Film de Boisset réalisé en 1982 quelques années après ses films majeurs "RAS", "Dupont-Lajoie" et l'année précédant "le prix du danger". Autant dire que c'est dans sa période de grande forme.
Et le film "espion lève-toi" raconte un épisode de la lutte entre services de renseignements, pendant la guerre froide. Si, à la tête de ces divers services nationaux, les objectifs sont probablement clairs pour des raisons dites géopolitiques pas forcément explicites, sur le terrain, cela se traduit par des manœuvres alambiquées où les agents du terrain ne sont pas forcément dans la confidence. A la fin, la "guerre" se termine par un nouvel équilibre ou un nouveau statu quo obtenu à travers le sacrifice d'un ou plusieurs agents. A ce niveau, le scénario n'a pas grand-chose d'original. Je dirais que c'est un invariant dans bien des films d'espionnage.

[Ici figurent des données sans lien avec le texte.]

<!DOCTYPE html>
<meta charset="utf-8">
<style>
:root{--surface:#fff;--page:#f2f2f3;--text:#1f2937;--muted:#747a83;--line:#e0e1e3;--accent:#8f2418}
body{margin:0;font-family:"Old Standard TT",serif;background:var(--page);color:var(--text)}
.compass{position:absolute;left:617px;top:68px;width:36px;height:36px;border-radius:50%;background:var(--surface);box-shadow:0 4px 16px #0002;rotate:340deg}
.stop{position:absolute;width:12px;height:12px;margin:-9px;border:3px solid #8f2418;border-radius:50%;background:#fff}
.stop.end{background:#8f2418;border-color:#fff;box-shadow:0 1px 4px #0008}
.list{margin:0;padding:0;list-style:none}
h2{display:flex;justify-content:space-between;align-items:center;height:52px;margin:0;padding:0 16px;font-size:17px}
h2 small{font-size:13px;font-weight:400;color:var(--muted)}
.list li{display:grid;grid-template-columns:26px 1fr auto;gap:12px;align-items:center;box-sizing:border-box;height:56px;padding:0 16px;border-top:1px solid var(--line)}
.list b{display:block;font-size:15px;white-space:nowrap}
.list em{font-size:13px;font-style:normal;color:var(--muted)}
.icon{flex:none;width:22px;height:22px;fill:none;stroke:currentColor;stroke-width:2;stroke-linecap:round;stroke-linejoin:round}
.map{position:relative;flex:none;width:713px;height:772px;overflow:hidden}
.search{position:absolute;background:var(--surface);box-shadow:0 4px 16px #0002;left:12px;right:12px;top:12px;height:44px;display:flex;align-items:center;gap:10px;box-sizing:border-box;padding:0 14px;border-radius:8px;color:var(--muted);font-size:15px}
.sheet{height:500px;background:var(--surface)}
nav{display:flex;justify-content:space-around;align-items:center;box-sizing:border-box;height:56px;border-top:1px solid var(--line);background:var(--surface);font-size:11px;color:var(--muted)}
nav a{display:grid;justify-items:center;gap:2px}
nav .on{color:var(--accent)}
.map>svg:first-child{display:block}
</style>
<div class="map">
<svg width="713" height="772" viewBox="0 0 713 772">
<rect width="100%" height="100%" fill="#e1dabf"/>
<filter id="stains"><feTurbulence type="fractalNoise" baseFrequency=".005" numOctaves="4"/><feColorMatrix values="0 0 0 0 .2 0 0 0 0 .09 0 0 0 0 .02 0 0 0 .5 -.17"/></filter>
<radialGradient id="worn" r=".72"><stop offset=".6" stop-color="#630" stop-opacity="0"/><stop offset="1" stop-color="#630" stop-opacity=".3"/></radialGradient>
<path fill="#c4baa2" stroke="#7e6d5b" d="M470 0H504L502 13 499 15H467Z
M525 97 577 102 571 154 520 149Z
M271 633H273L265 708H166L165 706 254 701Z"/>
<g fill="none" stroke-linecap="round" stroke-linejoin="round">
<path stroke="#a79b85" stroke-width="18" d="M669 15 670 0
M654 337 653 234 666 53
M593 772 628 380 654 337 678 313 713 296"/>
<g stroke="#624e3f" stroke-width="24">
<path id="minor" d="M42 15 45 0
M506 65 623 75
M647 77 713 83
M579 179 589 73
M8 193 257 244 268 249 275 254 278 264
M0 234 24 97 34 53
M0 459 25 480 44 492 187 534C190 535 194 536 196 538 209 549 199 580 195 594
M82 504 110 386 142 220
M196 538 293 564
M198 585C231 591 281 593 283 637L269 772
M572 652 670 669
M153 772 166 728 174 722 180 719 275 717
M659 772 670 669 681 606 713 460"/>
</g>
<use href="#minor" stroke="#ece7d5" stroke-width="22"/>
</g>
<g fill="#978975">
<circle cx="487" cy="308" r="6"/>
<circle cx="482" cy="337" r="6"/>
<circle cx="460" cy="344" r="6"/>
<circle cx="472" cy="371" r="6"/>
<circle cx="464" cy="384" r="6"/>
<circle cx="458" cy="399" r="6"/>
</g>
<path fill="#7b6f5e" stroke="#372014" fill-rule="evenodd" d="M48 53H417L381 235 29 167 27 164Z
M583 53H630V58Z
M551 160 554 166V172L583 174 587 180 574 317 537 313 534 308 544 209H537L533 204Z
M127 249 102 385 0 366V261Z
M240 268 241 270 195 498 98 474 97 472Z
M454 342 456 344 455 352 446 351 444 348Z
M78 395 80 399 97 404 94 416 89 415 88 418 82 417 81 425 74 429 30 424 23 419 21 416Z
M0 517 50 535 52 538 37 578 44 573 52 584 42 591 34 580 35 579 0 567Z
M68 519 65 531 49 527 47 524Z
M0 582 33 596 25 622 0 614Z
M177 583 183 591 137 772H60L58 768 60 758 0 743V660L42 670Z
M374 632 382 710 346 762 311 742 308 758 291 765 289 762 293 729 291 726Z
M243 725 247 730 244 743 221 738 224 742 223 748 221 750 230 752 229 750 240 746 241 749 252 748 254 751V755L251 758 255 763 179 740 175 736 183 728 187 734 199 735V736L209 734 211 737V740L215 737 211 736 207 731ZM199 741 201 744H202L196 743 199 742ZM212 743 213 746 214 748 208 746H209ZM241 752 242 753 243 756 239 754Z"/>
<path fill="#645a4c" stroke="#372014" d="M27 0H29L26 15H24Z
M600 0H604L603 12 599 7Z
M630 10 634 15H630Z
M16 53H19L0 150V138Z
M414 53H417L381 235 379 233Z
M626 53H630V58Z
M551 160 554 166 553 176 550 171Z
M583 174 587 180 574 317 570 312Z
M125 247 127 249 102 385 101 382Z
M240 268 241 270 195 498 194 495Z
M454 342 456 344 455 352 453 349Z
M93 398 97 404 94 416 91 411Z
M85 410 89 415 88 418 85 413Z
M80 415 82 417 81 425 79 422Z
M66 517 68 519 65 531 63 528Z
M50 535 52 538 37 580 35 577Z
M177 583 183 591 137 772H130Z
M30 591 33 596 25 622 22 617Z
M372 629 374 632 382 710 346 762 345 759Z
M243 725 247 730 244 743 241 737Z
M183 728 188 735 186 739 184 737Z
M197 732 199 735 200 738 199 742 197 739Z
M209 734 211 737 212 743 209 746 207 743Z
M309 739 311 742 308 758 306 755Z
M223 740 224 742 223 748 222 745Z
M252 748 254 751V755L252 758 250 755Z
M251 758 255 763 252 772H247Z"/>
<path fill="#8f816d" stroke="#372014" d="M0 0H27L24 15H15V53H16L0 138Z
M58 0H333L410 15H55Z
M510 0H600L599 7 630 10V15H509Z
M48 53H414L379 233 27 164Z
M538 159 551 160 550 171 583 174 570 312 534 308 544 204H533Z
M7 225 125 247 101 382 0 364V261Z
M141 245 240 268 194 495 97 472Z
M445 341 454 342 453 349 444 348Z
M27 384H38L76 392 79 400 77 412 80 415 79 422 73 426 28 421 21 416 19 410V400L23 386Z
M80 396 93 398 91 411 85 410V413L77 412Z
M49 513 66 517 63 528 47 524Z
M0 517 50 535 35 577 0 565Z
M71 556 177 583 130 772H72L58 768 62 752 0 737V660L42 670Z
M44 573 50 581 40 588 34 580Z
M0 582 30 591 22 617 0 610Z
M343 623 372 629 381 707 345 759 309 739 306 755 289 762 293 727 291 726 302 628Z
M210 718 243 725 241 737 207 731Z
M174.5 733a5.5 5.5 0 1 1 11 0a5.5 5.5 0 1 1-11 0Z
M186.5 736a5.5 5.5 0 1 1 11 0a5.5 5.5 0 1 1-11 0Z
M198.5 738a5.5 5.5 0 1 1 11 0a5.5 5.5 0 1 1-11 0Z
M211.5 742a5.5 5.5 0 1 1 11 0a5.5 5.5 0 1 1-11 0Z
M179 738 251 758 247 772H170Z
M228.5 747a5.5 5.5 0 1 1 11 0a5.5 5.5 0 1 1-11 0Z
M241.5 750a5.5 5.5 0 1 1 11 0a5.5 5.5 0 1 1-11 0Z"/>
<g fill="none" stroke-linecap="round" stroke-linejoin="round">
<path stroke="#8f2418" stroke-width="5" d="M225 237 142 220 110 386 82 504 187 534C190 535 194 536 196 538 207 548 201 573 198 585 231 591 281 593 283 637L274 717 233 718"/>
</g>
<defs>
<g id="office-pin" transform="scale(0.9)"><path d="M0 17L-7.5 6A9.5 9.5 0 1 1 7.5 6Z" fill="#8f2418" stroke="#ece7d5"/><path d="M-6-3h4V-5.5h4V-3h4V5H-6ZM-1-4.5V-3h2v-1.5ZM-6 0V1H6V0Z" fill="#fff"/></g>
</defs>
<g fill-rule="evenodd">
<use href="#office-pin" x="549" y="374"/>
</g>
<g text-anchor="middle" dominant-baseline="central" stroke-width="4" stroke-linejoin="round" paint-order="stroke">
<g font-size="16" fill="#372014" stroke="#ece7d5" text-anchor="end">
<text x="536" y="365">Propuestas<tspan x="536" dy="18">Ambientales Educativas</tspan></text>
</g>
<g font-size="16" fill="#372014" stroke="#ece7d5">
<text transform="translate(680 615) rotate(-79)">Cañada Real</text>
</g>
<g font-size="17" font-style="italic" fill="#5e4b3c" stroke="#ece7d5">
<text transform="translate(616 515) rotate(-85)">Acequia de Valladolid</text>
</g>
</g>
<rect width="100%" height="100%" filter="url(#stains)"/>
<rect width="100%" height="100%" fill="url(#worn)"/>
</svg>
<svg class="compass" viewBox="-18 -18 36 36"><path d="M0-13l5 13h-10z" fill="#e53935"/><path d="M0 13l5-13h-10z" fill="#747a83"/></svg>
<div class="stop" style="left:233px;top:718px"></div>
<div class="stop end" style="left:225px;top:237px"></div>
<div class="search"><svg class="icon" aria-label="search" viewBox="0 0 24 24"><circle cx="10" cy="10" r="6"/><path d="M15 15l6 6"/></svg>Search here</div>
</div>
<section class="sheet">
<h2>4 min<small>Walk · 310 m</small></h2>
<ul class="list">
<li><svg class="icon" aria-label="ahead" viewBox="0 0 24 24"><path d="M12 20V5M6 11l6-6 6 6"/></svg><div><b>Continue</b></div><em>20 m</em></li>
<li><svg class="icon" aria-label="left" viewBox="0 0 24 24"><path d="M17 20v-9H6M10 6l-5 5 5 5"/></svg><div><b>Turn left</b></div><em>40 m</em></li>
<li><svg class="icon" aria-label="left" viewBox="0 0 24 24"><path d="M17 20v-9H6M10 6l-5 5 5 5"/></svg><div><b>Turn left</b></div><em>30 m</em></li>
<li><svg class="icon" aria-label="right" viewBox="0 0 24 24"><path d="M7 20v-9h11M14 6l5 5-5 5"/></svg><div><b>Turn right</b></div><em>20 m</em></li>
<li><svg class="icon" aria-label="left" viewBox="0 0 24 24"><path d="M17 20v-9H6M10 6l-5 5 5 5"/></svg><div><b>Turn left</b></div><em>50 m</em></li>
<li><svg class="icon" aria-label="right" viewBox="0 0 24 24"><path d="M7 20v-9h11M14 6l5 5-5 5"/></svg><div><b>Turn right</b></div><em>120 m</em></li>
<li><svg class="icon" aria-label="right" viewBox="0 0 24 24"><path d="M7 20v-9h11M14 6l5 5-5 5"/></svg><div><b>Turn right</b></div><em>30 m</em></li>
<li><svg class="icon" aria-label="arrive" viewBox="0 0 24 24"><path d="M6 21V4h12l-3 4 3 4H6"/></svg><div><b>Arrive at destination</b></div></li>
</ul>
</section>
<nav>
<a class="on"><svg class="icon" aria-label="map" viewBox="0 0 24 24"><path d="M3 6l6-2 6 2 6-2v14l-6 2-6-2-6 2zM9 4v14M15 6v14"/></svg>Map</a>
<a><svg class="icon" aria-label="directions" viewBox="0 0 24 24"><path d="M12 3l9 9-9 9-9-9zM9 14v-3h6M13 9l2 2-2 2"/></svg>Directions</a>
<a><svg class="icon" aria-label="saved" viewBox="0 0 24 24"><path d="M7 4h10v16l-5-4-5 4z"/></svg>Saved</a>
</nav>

De ce point de vue, Boisset est tout-à-fait sur cette même ligne car à la fin on ne saura pas vraiment qui a commencé à manipuler qui ni pourquoi.
Là où le film de Boisset se démarque c'est que Ventura, prospère homme d'affaires français installé en Suisse, est un agent français dormant, un peu sorti des histoires d'espionnite et est mystérieusement "réveillé" pour s'en prendre plein la gueule. Sa contribution à la "guerre" des services de renseignement est voisine de zéro.
D'un point de vue scénaristique, j'ajouterais que la barque me semble bien chargée en dotant Ventura d'une compagne, universitaire, très impliquée avec les gauchistes tendance Bande à Baader. Bon pourquoi pas, les gènes ne se contrôlent pas toujours très bien.
Si on fait abstraction de ces petits détails, le film met en scène plusieurs personnages très intéressants qui font d'ailleurs tout le sel du film.
Ventura lui-même est pas mal dans son rôle d'espion un peu malmené bien que je l'aie eu trouvé meilleur dans "le silencieux".
Michel Piccoli excelle dans son rôle de "maître des requêtes auprès du conseil fédéral", en fait, probablement une somptueuse barbouze appointée on ne sait trop par qui mais qui semble mener la danse avec grande élégance et beaucoup de venin… Un métier de Seigneur!
"l'aristocratie du KGB" ou bien l'échelon local appartenant au SDECE ! Dans le duel psychologique Ventura – Piccoli, Ventura, en gros balourd habituel du genre "gorille", ne fait pas le poids.
Bruno Cremer est aussi un personnage intéressant avec le style "officier-qui-obéit-aveuglément-aux-ordres", qui n'a pas à se poser de questions sur le pourquoi du comment. On retrouve en lui le "Wilsdorf" de la "317ème section" ou bien le colonel Rol de "Paris brûle-t-il"
A l'inverse, Bernard Fresson, c'est le collègue sympa, pas vindicatif, l'ancien camarade de combat dans un passé lointain. Il met de l'humanité dans ce monde de brutes.
Pour finir, la bande originale d'Ennio Morricone est angoissante et parfaitement appropriée pour soutenir l'action.